The old Volvo has been junked and is on its way to the wreckers. That is, the old format for the Volvo Ocean Race is history, along with its title sponsor and the Volvo Ocean boats.

Aerial of VOR's Alvimedica
The VO65s are more conventional than IMOCA 60s, with canting keels and a hull form and rig designed to take the abuse of ocean racing. Although slower than IMOCA 60s, they have proven to be very sturdy.
© 2018 Gilles Martin-Raget

Faced with dwindling entries and viewers, The Ocean Race has adopted the singlehanded-class IMOCA 60 as a replacement for the Farr-design VO65 crewed boat used in the last two editions. Although set up for singlehanded racing, the new IMOCA rules make it possible to transform the boat to a crewed version easily with only marginal changes.

Gitana 16's foil
The IMOCA 60s are fast and have the ability to foil. This one is Gitana 16, a new-generation boat designed by VPLP-Verdier showing the port foil.
© 2018 Latitude 38 Media LLC / Thierry Martinez / Gitana SA

“A lot of detailed work was done by the IMOCA technical committee,” explained IMOCA class president Antoine Mermod at a meeting last week in Paris. “All of the boats must fit in with the rules of the class. The limits to the rules may not have been that clear, so we had to make them more precise. That is all the more important as in 2019 there will be at least six new boats designed by four different architects. The measurers now have a solid tool to ensure an even playing field. We have planned an extension to these rules for crewed sailing, as we look ahead to the round-the-world race scheduled for 2021-22.”
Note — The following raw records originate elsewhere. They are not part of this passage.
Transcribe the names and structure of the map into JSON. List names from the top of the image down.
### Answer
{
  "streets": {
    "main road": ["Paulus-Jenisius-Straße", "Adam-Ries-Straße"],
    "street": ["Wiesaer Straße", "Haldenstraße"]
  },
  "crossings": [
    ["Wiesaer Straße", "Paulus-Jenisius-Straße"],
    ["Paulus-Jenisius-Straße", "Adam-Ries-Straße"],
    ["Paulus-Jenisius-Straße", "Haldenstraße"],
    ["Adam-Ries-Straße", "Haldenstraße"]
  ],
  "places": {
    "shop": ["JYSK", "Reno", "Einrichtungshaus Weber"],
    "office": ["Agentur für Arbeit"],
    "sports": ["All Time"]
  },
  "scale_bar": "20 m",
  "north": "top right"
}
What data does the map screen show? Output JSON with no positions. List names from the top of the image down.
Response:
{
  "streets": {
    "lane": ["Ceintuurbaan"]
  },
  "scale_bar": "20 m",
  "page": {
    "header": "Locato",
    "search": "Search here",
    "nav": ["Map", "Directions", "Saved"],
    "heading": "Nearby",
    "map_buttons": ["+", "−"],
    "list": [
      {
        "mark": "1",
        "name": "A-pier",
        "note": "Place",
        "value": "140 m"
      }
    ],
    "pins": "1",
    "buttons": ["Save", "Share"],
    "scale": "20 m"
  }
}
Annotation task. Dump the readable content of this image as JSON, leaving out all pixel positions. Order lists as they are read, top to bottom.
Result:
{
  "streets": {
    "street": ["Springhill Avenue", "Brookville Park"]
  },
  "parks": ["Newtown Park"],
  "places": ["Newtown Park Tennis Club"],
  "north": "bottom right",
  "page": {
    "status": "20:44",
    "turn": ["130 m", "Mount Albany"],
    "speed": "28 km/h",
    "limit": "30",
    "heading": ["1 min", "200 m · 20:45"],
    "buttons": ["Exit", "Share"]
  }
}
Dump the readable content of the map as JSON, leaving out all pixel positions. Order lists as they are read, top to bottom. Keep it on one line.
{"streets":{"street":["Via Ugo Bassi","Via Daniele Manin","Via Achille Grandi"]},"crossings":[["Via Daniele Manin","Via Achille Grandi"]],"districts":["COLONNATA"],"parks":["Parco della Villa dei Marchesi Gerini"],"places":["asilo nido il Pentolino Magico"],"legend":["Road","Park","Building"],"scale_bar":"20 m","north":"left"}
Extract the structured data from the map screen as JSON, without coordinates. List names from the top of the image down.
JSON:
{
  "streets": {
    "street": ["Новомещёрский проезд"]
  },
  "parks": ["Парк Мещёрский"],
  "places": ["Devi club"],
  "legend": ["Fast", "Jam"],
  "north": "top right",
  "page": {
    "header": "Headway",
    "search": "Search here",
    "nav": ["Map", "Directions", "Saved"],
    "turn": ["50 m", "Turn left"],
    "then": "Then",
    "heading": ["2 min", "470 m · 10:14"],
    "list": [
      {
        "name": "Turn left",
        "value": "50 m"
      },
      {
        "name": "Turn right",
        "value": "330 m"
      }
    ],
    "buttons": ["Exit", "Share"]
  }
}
The old but not-quite-dead-yet VO65s will also be incorporated into the new Ocean Race format. The plan is to use the boats in a one-design youth class to be run on the same course as the IMOCAs in 2021-22. The course is still to be determined, but obviously it must go around the world. The current plan is eight stages with a prologue in Marseille, France, before the official start from Alicante, Spain. Ocean Race director Phil Lawrence adds: “We are trying to design the course with a lot of downwind sailing, even more than in the traditional course. Asia is important to the sponsors, so Asia will be in, I think. We are modeling some scenarios with some longer Southern Ocean legs for the downwind element. But it is like putting together a jigsaw puzzle.”

One of the cool features of the last edition of the Volvo Ocean Race was the commitment to promote women on the crews. They promise to continue with that in the next version of The Ocean Race. Hopefully the excellent media coverage and great onboard video will also continue. With the next Vendée Globe heading off around the world in 2020 and The Ocean Race quickly following in 2021, things should be exciting for us couch sailors living the extreme vicariously.